Um bei der Auswahl von Leichtrettern die Sicherheit nicht aus dem Blick zu verlieren, sollte man deshalb nicht allein auf das absolute Gewicht eines Produktes achten, sondern vor allem auch das relative Kappengewicht berücksichtigen. Dieses ergibt sich, indem man das Gesamtgewicht (Retter + Innencontainer in Gramm) durch die Retterfläche teilt. In diesem Punkt herausragende Leichtretter kommen heute auf Werte um 40 Gramm pro m² und darunter. Andere Leichtmodelle, die ihr geringes Gewicht v.a. über eine reduzierte Fläche erzielen, liegen hingegen häufig bei rund 50 gr/m² und mehr. "Relativ" gesehen sind sie damit keineswegs leichter als normal-gewichtige Rettungen, sondern nur entsprechend kleiner.


Leichtbau ist empfindlicher

Wer bei seiner Rettung auf extremen Leichtbau setzen will, sollte sich freilich eines weiteren Nachteils bewusst sein. Die dünnen, leichten Stoffe sind heute zwar stabil genug, um mindesten eine zweimalige Retteröffnung selbst bei einer Geschwindigkeit von 40 m/s schadlos zu überstehen. Das wird beim Festigkeitstest der EN so verlangt. Doch ihre Belastbarkeit ist gegenüber den etwas schwereren Qualitäten in der Regel dennoch verringert.

Wer beim Retterabgang im Baum landet, riskiert bei Leichtrettern eher Risse im Tuch. Bei einer Wasserlandung, z.B. im Rahmen eines Sicherheitstrainings, können sich die dünnen Stoffe beim Einholen mit viel Wasser als Gewicht in der Kappe in ihrer Webstruktur verziehen und dadurch luftdurchlässiger werden. Ähnliches kann durch das Quellen und Schrumpfen beim Wässern und Trocknen der Nylonfäden geschehen, wenn der daraus gefertigte Stoff nicht wasserabweisend beschichtet ist. Die Sinkwerte des Retters können dann bei einem weiteren Einsatz deutlich schlechter ausfallen. (Lies hierzu auch auf Lu-Glidz: Unbemerkte Wasserschäden)
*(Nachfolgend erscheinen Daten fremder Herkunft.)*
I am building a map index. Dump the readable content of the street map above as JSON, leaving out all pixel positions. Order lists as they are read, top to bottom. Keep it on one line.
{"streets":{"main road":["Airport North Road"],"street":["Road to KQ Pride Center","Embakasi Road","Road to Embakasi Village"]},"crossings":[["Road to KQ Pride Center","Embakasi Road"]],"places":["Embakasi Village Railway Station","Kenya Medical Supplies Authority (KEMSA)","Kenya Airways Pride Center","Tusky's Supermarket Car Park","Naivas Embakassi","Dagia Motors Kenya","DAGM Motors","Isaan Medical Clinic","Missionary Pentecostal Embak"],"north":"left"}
Die besonders leichten Stoffe reagieren zudem empfindlicher auf reibende Belastung. Wer seinen geöffneten, gar tropfnassen Schirm durch die Gegend trägt und dabei nicht pingelig darauf achtet, dass dieser nirgendwo über den Boden schleift und somit schmirgelt, riskiert ebenso einen Verlust an Festigkeit und Luftdichtigkeit.

Je mehr ein Retter auf Leichtbau getrimmt ist, desto stärker sollte der Pilot darauf achten, besonders pfleglich mit dem Material umzugehen. Dazu kann auch die Entscheidung gehören, beim Sicherheitstraining über Wasser ohne Not besser keinen Testwurf des Retters zu machen, allein um diesen lieber für den echten Notfall zu schonen.

Allen Piloten, die nicht wegen Extrem-Projekten wie Hike-and-Fly-Wettbewerben á la X-Alps auf das letzte Gramm achten müssen, werden gut damit fahren, weder hinsichtlich des absoluten noch des relativen Gewichts ihres Retters auf Rekordwerte zu setzen.